Awesome goes for Awesome-Bomb on the concrete floor, but Nash wonders down, then the NB for the DQ at 12:10
We get the recap of the Luger v Buff feud. Which the recap completely focuses on Russo and his deal with Liz. I don’t get it, if he owns Liz’s contract, thus owning her, then doesn’t he own the entire roster? I’d demand that La Parka mow my lawn, IN the outfit.
Lex Luger vs Buff Bagwell
Buff’s theme music is still perhaps the greatest ever. It’s really a shame that Buff isn’t a better wrestler, because he’s so
damn charismatic. But then you get him in the ring, and its bummer city. I mean, this match isn’t horrible or anything,
it’s just boring as all hell. Liz finally breaks free of Russo’s evil clutches, and runs to the ring. Oh man, I really hope this isn’t the part where she turns on Luger. She shows up, Buff gets the bat and whoops on Luger. This doesn’t draw the DQ, but Nash running out did? I’m SHOCKED they didn’t go with Liz turning on Luger, so, I guess that’s their swerve. Good job.
Luger racks Buff for the submission
Chuck Palumbo rushes out to kick Luger with his extremely under developed legs. Serious, it looks like he has the legs of
Kelly Kelly. Well, the plus side is that I FINALLY, FINALLY find out what the hell that logo is on Luger’s trunks. It’s for his Main Event Fitness Gym.
Shane Douglas vs Ric Flair – If Russo interferes, then Ric gets 5 minutes alone with him
This has some potential to be decent. I’m making the mistake of looking forward to it. They will let me down. Well, they waste no time in letting me know this isn’t gonna workout, as Flair comes down in street clothes. At least he calls Douglas an uncensored dipshit. The match is really boring, as Flair just doesn’t give a shit. So, Flair’s about to put the Figure 4 on Douglas, but then of course Russo comes down in the Sting mask to attack Flair. Right then, since Tony knows it’s Russo, you know it isn’t. They leave, Ric demands his 5 minutes with Russo. Luger throws the fake-Russo in the ring, real Russo shows up, fake Russo is David Flair. And the crowd goes dick. They beat on Flair, Nash shows up, goes to powerbomb Russo and Daffney lowblows him. Well, at least there’s Daffney.

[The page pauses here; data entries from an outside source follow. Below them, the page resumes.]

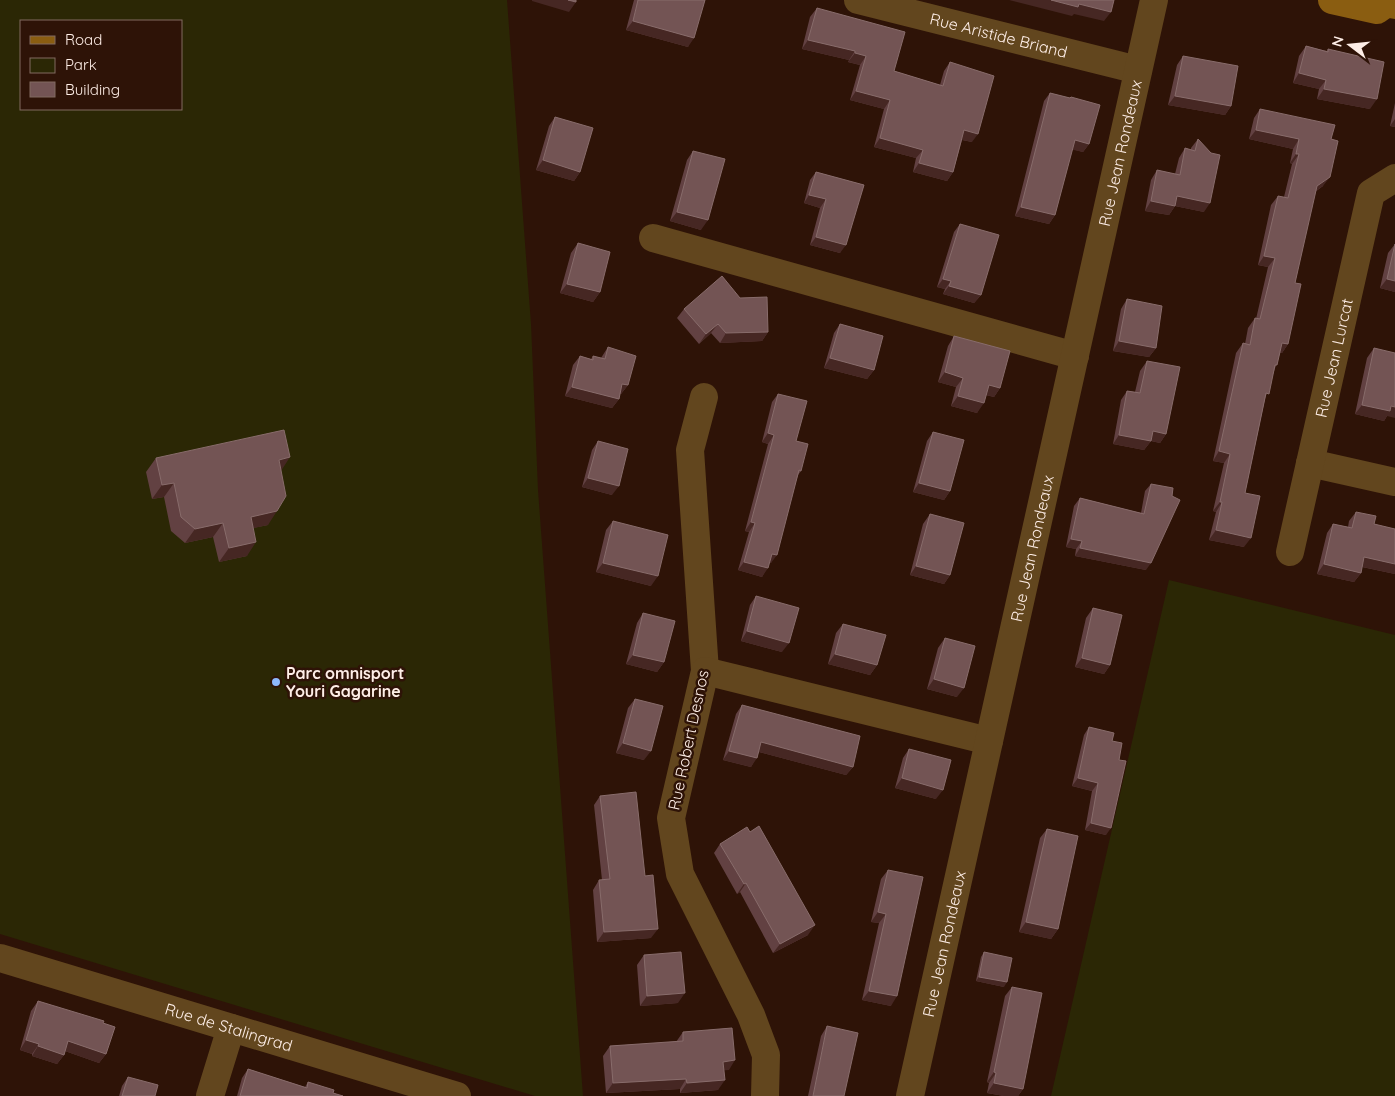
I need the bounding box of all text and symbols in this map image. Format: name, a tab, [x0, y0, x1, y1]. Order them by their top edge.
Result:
street label: Rue Aristide Briand	[928, 8, 1070, 62]
legend	[20, 20, 182, 110]
north arrow	[1325, 20, 1375, 70]
text: Road	[65, 30, 102, 49]
text: N	[1327, 34, 1348, 49]
text: Park	[65, 55, 97, 74]
street label: Rue Jean Rondeaux	[1094, 78, 1146, 228]
text: Building	[65, 80, 120, 99]
street label: Rue Jean Lurcat	[1311, 296, 1357, 419]
street label: Rue Jean Rondeaux	[1006, 473, 1058, 624]
place label: Parc omnisport Youri Gagarine	[286, 663, 404, 701]
street label: Rue Robert Desnos	[663, 668, 713, 812]
marker: Parc omnisport Youri Gagarine	[270, 676, 282, 688]
street label: Rue Jean Rondeaux	[918, 868, 970, 1019]
street label: Rue de Stalingrad	[163, 998, 295, 1056]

Shane Douglas pins Flair with the small package at 8:56
Sting vs Vampiro
We get a recap of the Sting/Vampiro feud, and honestly, it made me less interested in it. Vampiro is about as interesting as this girl whom I had to deal with once because I had to “take one for the team”. Well, the girl WOULD NOT leave me alone, and kept trying to get me to fool around with her. We both went to bed in the same room, and she kept complaining about how cold she was. So I told her to shut up and get a blanket. She said they didn’t know where they were. I said I couldn’t help her. She said she wanted me to lay with her. I said there wasn’t room, and me laying on her wouldn’t be comfortable. She said it would. So I literally went over there and just planked my self on her. Dumb girl. Yeah, of course I ended up making out with her and motorboating some boobage [she had great boobs], but that’s
neither here nor there. That’s how interesting Vampiro is. As an obnoxious girl who keeps begging for the D, when you just want to go to sleep. So, as Sting’s music starts, we see a crow on the screen scaffold. As they battle to the ring, we see the bird handler come out and get it. That really makes Sting seem that much more scarier, seeing that he has to check the yellow pages to find a bird handler. Seriously, why do I want to see this feud? I’ve already seen Sting beat the living shit out of Vampiro on Nitro. Madden says that this will go on forever, because neither will allow themselves to be defeated. Despite the fact Vampiro was just defeated.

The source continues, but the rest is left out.